§ **Task instructions**
All of the records below are to be given again word for word, with the pictures removed.
########
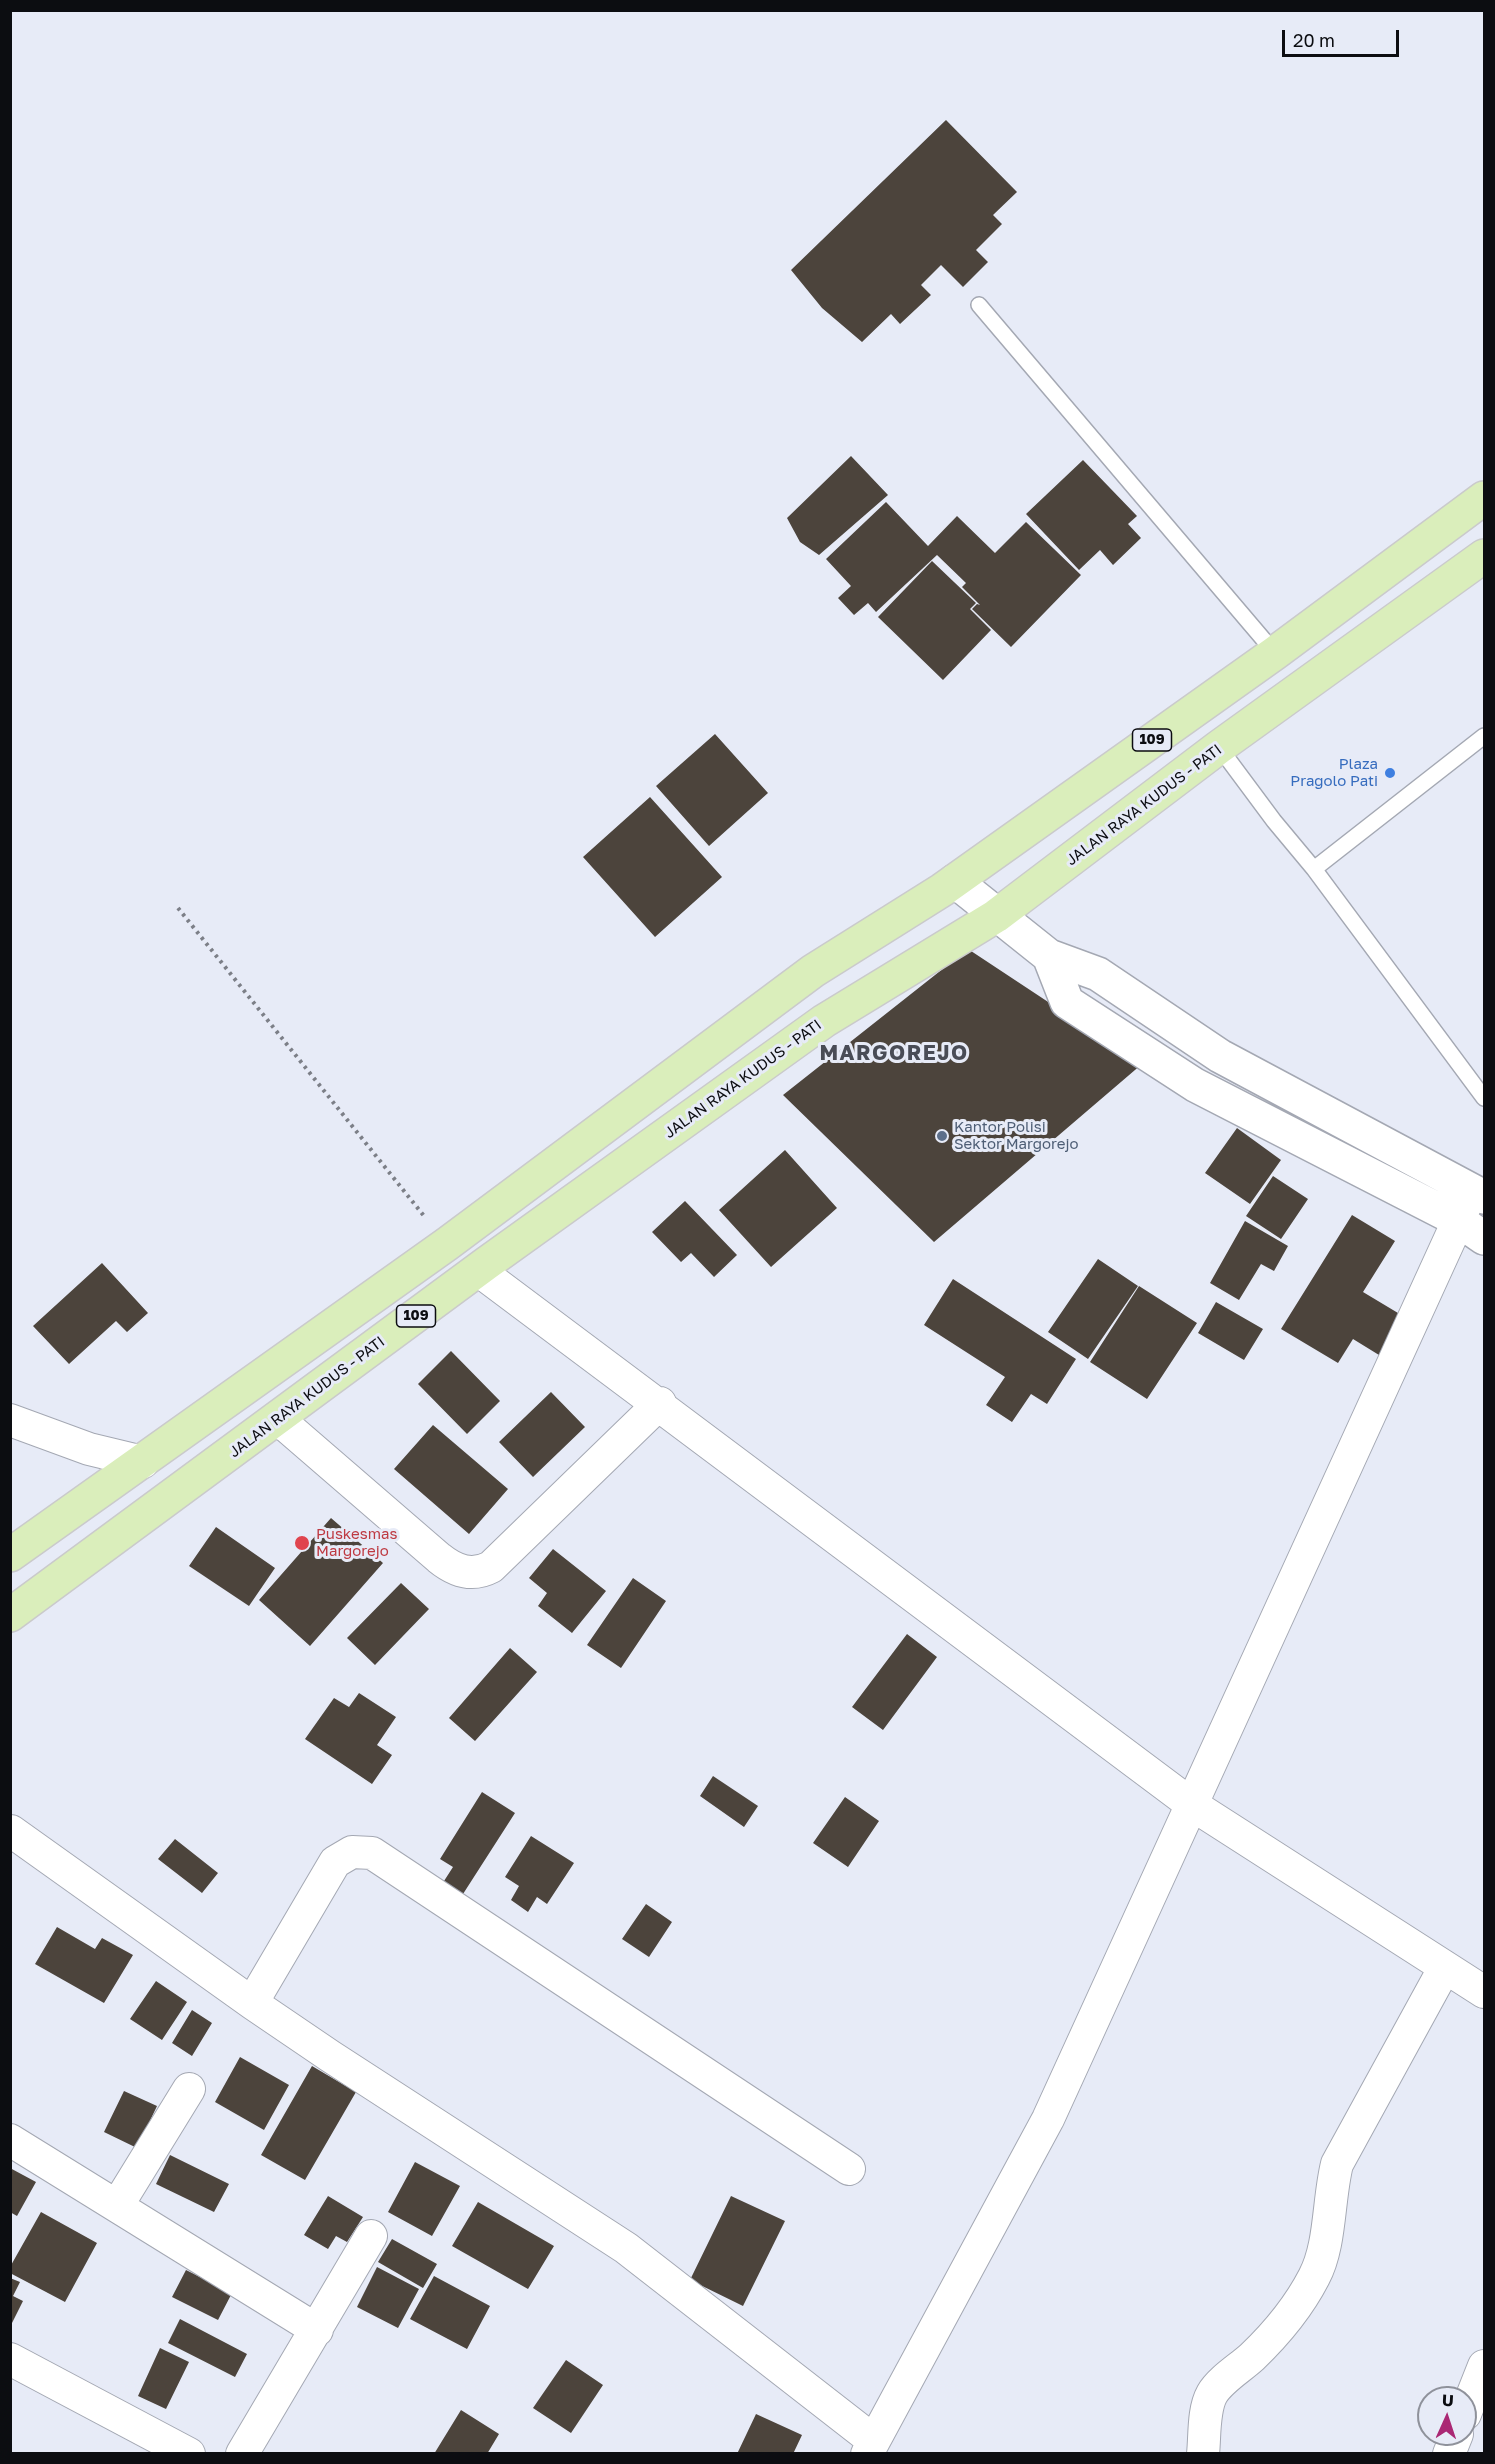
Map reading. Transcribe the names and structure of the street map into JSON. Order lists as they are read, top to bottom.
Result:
{
  "streets": {
    "main road": ["109", "JALAN RAYA KUDUS - PATI"]
  },
  "districts": ["MARGOREJO"],
  "places": ["Plaza Pragolo Pati", "Kantor Polisi Sektor Margorejo", "Puskesmas Margorejo"],
  "scale_bar": "20 m",
  "north": "top"
}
########
§ **Response to this exercise**
Map reading. Transcribe the names and structure of the street map into JSON. Order lists as they are read, top to bottom.
Result:
{
  "streets": {
    "main road": ["109", "JALAN RAYA KUDUS - PATI"]
  },
  "districts": ["MARGOREJO"],
  "places": ["Plaza Pragolo Pati", "Kantor Polisi Sektor Margorejo", "Puskesmas Margorejo"],
  "scale_bar": "20 m",
  "north": "top"
}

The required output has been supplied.